The meetings in Oslo and Redmond were the first of several monthly face-to-face sessions. Developers also stay connected via e-mail and weekly conference calls. According to Krishnamoorthy, the close collaboration between the teams and the products’ complementary capabilities made bringing the technologies together smooth and straightforward.

Kjartan Mikkelsen, Senior Software Development Lead, FAST Search & Transfer

The Microsoft team focuses on developing applications for SharePoint, infrastructure for customers to create their own search applications, and features such as connectors that tie the SharePoint Search Engine to a company’s many information repositories, Krishnamoorthy says. “FAST excels at developing high-end search features that run on the back end,” he adds. “Together we provide powerful search capabilities that customers can take advantage of right out of the box.”

Krishnamoorthy points to the extensible user interface in SharePoint and FAST’s support for generating deep refinement data from the index as examples of how bringing the two products together enabled greater innovation and an increased ability to refine search results. “When you connect SharePoint Search to FAST, you immediately gain access to high-end navigation features such as the ability to extract documents containing specific entities — for example, a particular company, city or country — and the extended refinement counts over the entire index.

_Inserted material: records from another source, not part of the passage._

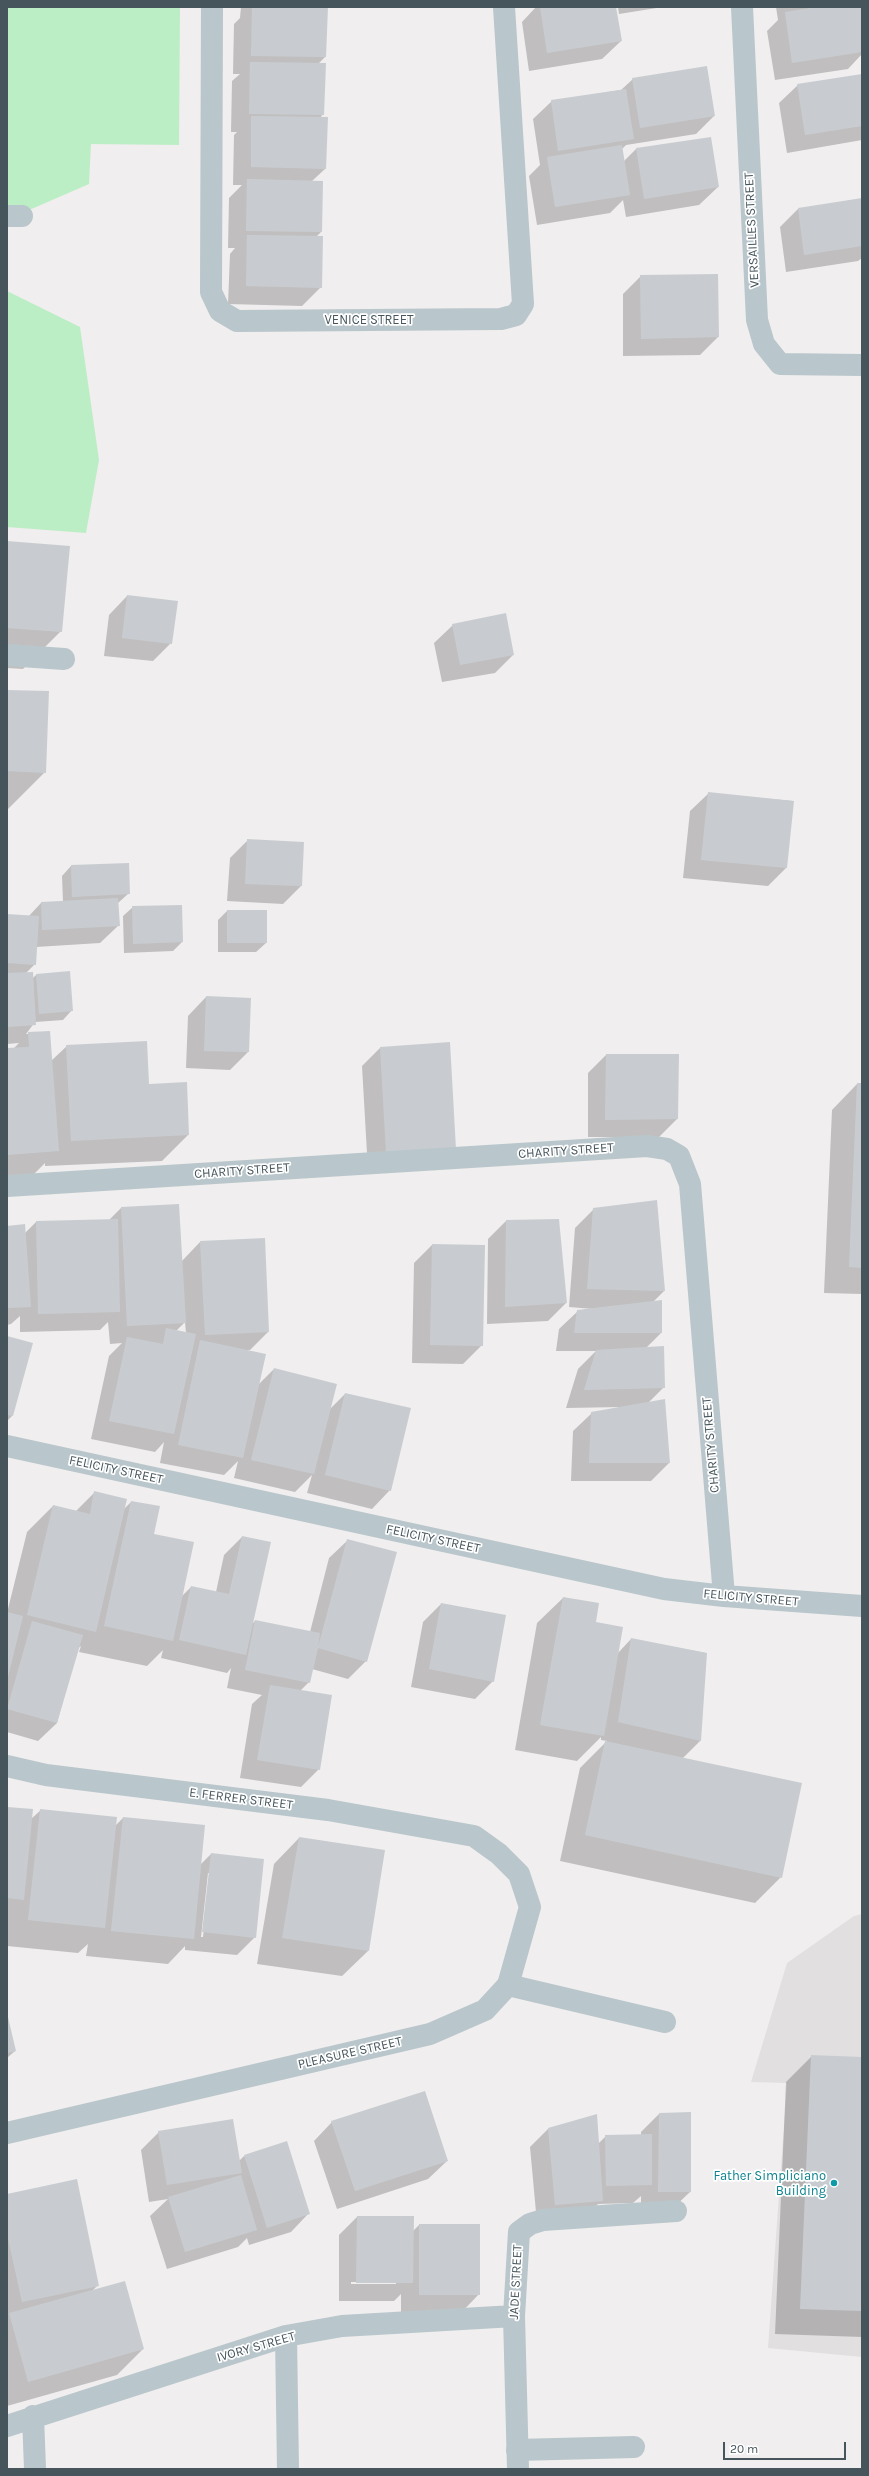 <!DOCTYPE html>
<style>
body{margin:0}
#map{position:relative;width:869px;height:2476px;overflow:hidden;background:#f0eeee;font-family:Karla,sans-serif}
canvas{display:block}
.frame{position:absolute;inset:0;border:8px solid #46555b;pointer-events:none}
.scale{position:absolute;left:723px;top:2442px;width:123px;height:18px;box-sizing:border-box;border:2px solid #46555b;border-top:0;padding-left:5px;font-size:12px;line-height:14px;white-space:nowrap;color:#46555b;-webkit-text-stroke:3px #fff;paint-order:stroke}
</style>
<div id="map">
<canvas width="869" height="2476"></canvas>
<div class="frame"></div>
<div class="scale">20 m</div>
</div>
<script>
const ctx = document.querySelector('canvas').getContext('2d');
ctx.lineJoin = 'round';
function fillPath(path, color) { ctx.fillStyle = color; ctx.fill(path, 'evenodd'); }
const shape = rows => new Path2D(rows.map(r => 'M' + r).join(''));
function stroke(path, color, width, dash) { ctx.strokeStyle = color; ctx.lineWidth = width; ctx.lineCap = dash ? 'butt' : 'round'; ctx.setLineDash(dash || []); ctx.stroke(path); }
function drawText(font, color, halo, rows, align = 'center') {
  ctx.font = font + ' Karla,sans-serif'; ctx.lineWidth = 3.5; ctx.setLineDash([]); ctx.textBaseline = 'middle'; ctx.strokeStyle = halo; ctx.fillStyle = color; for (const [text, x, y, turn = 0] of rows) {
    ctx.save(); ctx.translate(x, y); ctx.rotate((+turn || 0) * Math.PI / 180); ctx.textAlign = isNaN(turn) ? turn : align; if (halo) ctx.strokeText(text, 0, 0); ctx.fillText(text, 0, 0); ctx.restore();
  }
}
fillPath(shape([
 [862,1914,862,2357,768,2348,787,2083,751,2082,787,1963,854,1916]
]), '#e1dfe0');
fillPath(shape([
 [7,7,180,7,179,145,91,144,89,184,20,214,7,214],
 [7,291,80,327,99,460,86,533,7,527]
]), '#bceec5');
fillPath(shape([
 [241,7,327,7,325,57,318,64,323,114,320,118,325,169,312,181,321,232,316,237,321,287,302,306,228,304,230,254,235,248,228,248,229,198,242,185,233,185,234,135,237,132,231,132,232,81,240,74,233,74,234,24,240,18],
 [536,7,615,7,621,41,602,59,529,71,522,22],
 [618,7,663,7,619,14],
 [776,7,860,7,862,54,848,69,775,80,767,31,778,20],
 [862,75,862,140,787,153,779,103,798,85],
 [633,79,714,116,696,134,626,145,621,150,623,162,636,149,718,187,699,205,626,217,623,200,610,213,537,225,529,176,540,165,533,119,552,101,621,90],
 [862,199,862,258,858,261,786,272,780,227,798,209],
 [641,276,718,337,700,355,623,356,623,294],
 [7,542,61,631,23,669,7,668],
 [127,596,171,643,153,661,104,656,109,615],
 [453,625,513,655,495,673,442,682,434,643],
 [7,691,45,772,7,810],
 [709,793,793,801,786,868,768,886,683,878,690,811],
 [248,840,303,843,301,886,283,904,227,901,230,858],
 [71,866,129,893,118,903,119,925,100,943,36,947,35,964,26,973,32,979,36,975,69,972,72,1010,63,1020,35,1022,26,1034,49,1032,51,1061,67,1046,148,1085,188,1135,162,1161,45,1166,45,1163,32,1176,7,1178,7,1049,13,1049,19,1043,7,1044,7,915,28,917,41,903,63,902,62,876],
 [133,907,182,942,173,951,124,953,123,916],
 [227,911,266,943,256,952,218,952,218,920],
 [206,997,248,1052,230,1070,186,1068,188,1016],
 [380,1048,455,1149,368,1171,362,1066],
 [606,1055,678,1055,677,1119,659,1137,588,1137,588,1073],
 [857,1084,862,1084,862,1294,824,1293,832,1110],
 [121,1208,182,1261,200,1242,268,1332,250,1350,245,1350,257,1386,274,1369,329,1410,345,1394,390,1490,372,1509,307,1493,312,1475,295,1492,234,1478,238,1461,224,1475,160,1463,164,1442,155,1452,91,1439,109,1356,122,1343,110,1344,108,1322,100,1330,20,1332,20,1316,11,1324,7,1325,7,1227,24,1234,36,1222,109,1220],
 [185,1322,186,1333,176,1331],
 [594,1209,664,1291,653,1302,661,1301,661,1333,646,1348,664,1387,649,1402,669,1463,651,1481,571,1481,573,1431,592,1413,622,1407,566,1408,578,1369,596,1351,556,1351,559,1329,578,1311,593,1309,569,1307,575,1228],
 [506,1221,566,1303,548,1321,487,1324,488,1239],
 [432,1245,482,1345,463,1364,412,1363,414,1263],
 [7,1337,32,1344,12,1416,7,1421],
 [95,1492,124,1509,131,1502,153,1535,182,1596,191,1587,216,1592,224,1555,242,1537,251,1625,255,1621,310,1632,329,1558,348,1540,366,1661,348,1679,312,1669,309,1682,300,1691,319,1769,301,1787,240,1778,252,1704,262,1695,227,1688,231,1668,227,1673,161,1658,163,1650,147,1666,79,1652,81,1646,77,1649,57,1723,38,1741,7,1732,7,1613,27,1532,53,1506,76,1511],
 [563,1598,595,1623,618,1653,631,1639,706,1653,700,1741,682,1759,781,1877,755,1903,560,1861,580,1768,607,1741,601,1740,601,1737,577,1761,515,1750,537,1623],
 [441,1604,493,1681,475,1699,411,1687,423,1622],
 [7,1808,31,1819,41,1810,115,1826,123,1818,200,1865,211,1854,255,1937,237,1955,185,1950,185,1946,168,1964,86,1956,88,1944,78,1953,7,1946],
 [208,1873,210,1873,203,1937,201,1937],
 [299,1838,384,1851,368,1951,342,1976,257,1964,274,1864],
 [7,2015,15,2051,7,2058],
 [812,2056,862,2058,862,2337,775,2334,786,2082],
 [659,2114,690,2192,671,2210,641,2210,641,2196,633,2203,598,2204,584,2219,537,2223,530,2147,548,2129,598,2144,606,2136,641,2135,641,2132],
 [332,2122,447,2161,428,2179,337,2209,314,2141],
 [159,2132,239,2161,244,2156,309,2213,291,2232,249,2245,247,2238,238,2247,167,2269,150,2216,168,2199,149,2202,141,2150],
 [7,2195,98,2285,93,2290,143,2349,117,2375,7,2406],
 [357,2217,413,2231,419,2225,479,2225,479,2294,461,2313,401,2313,401,2294,394,2301,339,2301,339,2235],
 [351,2282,396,2282,396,2284,351,2284]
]), '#0003');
fillPath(shape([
 [252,7,328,7,326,57,251,56],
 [540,7,616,7,622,41,547,53],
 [817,7,861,7,862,52,792,63,785,12],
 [250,62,326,63,324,115,249,114],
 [707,66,715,116,640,128,632,78],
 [862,74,862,126,805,135,797,84],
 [626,89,634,139,558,151,551,100],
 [251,116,328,117,326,169,251,167],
 [711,137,719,187,644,199,636,148],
 [622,145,630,195,555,207,547,157],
 [247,179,323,181,322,232,246,231],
 [862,198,862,246,804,255,798,208],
 [247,235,323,236,322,288,246,286],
 [718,274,719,337,641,339,640,275],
 [7,541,70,546,62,632,7,628],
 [127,595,178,601,172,644,122,638],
 [506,613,514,655,460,665,452,624],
 [7,690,49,691,46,773,7,771],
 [708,792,794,801,787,868,701,860],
 [247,839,304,842,302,886,245,884],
 [129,863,130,894,72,897,71,865],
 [118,898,120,926,42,930,41,902],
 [182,905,183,942,133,944,132,906],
 [227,910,267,910,267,943,227,943],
 [7,914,39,916,36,965,7,963],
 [70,971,73,1011,39,1014,36,974],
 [33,972,36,1025,7,1027,7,973],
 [206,996,251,998,249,1052,204,1051],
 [50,1031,59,1151,7,1155,7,1048,29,1047,28,1032],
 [147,1041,149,1084,187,1082,189,1135,71,1141,66,1045],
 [450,1042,456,1149,386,1153,380,1047],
 [606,1054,679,1054,678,1119,605,1120],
 [857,1083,862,1083,862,1268,849,1267],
 [657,1200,665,1291,587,1289,593,1208],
 [179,1204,186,1323,127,1326,121,1207],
 [118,1219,120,1312,38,1314,36,1221],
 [559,1219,567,1303,505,1307,506,1220],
 [25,1224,31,1307,7,1308,7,1226],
 [265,1238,269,1332,205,1335,200,1241],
 [432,1244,485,1245,483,1346,430,1345],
 [662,1300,662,1333,574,1333,577,1310],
 [166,1328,196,1334,174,1434,109,1421,127,1337,163,1344],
 [7,1336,33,1343,13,1416,7,1415],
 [200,1340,266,1354,243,1458,178,1445],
 [664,1346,665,1388,584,1390,596,1350],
 [274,1368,337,1384,314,1474,251,1460],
 [345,1393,411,1408,391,1491,325,1475],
 [665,1399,670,1463,589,1463,591,1412],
 [94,1491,127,1499,96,1632,27,1615,53,1505,90,1514],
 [131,1501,160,1506,154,1534,194,1542,173,1641,104,1626],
 [242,1536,271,1542,246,1655,179,1640,191,1586,229,1594],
 [347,1539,397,1552,367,1662,318,1648,310,1683,245,1670,255,1620,320,1633,318,1647],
 [563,1597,599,1603,596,1622,623,1627,604,1736,540,1725],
 [441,1603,506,1615,494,1682,429,1669],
 [7,1612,23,1616,8,1677,7,1677],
 [32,1621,83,1635,57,1723,7,1709],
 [631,1638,707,1653,701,1741,618,1722],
 [270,1685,332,1695,320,1770,257,1760],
 [605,1741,802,1783,782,1878,585,1835],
 [7,1807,33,1809,24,1900,7,1898],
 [40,1809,117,1817,105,1928,28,1920],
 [123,1817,205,1825,194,1939,111,1931],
 [299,1837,385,1850,369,1951,282,1938],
 [211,1853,264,1859,256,1938,202,1932],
 [7,2013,16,2051,7,2053],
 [811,2055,862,2057,862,2311,800,2309],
 [425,2091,448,2161,355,2191,331,2121],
 [691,2112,691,2192,658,2192,659,2113],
 [597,2114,603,2201,555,2205,548,2128],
 [233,2119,242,2173,167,2185,158,2131],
 [652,2134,652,2185,606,2186,605,2135],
 [287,2141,310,2214,267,2228,244,2155],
 [241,2175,257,2230,185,2252,168,2197],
 [77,2179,99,2286,22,2302,7,2234,7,2194],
 [357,2216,414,2216,413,2283,356,2283],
 [419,2224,480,2224,480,2295,419,2295],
 [125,2281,144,2349,28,2382,9,2313]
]), '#c8ccd0');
stroke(shape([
 [7,655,64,659],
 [508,1985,665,2022],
 [517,2450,634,2447]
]), '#b9c6cb', 22);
stroke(shape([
 [212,7,211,292,220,311,237,321,501,319,516,315,523,304,504,7],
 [742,7,757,320,764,344,780,364,862,365],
 [7,216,22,216],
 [7,1186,647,1146,667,1149,679,1156,690,1184,724,1596],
 [7,1446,664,1589,724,1596,862,1606],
 [7,1766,46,1775,328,1810,474,1836,499,1854,519,1874,530,1907,508,1985,485,2010,430,2034,7,2133],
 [286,2336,288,2469],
 [33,2416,35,2469],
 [7,2426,286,2336,342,2326,514,2316],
 [518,2469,514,2316,519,2232,530,2224,543,2220,676,2211]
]), '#b9c6cb', 22);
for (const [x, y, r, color] of [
 [834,2183,4,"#0f9aa8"]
]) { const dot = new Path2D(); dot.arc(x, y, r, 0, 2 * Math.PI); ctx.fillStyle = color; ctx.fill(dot); stroke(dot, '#fff', 1.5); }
drawText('13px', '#46555b', '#fff', [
 ["VERSAILLES STREET",752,230,-93],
 ["VENICE STREET",369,320],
 ["CHARITY STREET",566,1151,-4],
 ["CHARITY STREET",242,1171,-4],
 ["CHARITY STREET",711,1445,-95],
 ["FELICITY STREET",116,1470,12],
 ["FELICITY STREET",433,1539,12],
 ["FELICITY STREET",751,1598,5],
 ["E. FERRER STREET",241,1799,7],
 ["PLEASURE STREET",350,2053,-13],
 ["JADE STREET",516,2282,-87],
 ["IVORY STREET",256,2347,-16]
]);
drawText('13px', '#0d838f', '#fff', [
 ["Father Simpliciano",826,2176],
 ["Building",826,2191]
], 'right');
</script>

Moreover, you can do these things directly from the refinement Web part in SharePoint Search.”

FAST adds a rich layer to the notion of entities with “matchers,” a feature that recognizes and highlights a company or city’s name in the text of a document. When a user hovers over the highlighted name, FAST can provide the stock price, related news and other relevant information.

In a Jan. 2008 post to her Forrester blog for Information & Knowledge Management Professionals, Leslie Owens wrote: “Microsoft is now in a strong position to offer a full menu of search products. This acquisition is another linchpin in Microsoft’s enterprise workplace strategy — FAST fills a big hole for enterprise-scale information discovery and it further builds SharePoint’s momentum for content management and collaboration.”

Mikkelsen is equally bullish about the combined potential of the two products: “Developers have different experiences and come from different places,” he notes. ”But when it comes to developing code, we all speak the same language. It’s natural to talk about how we’re going to develop search, and integrating FAST Search and SharePoint has been a very good fit from the start.”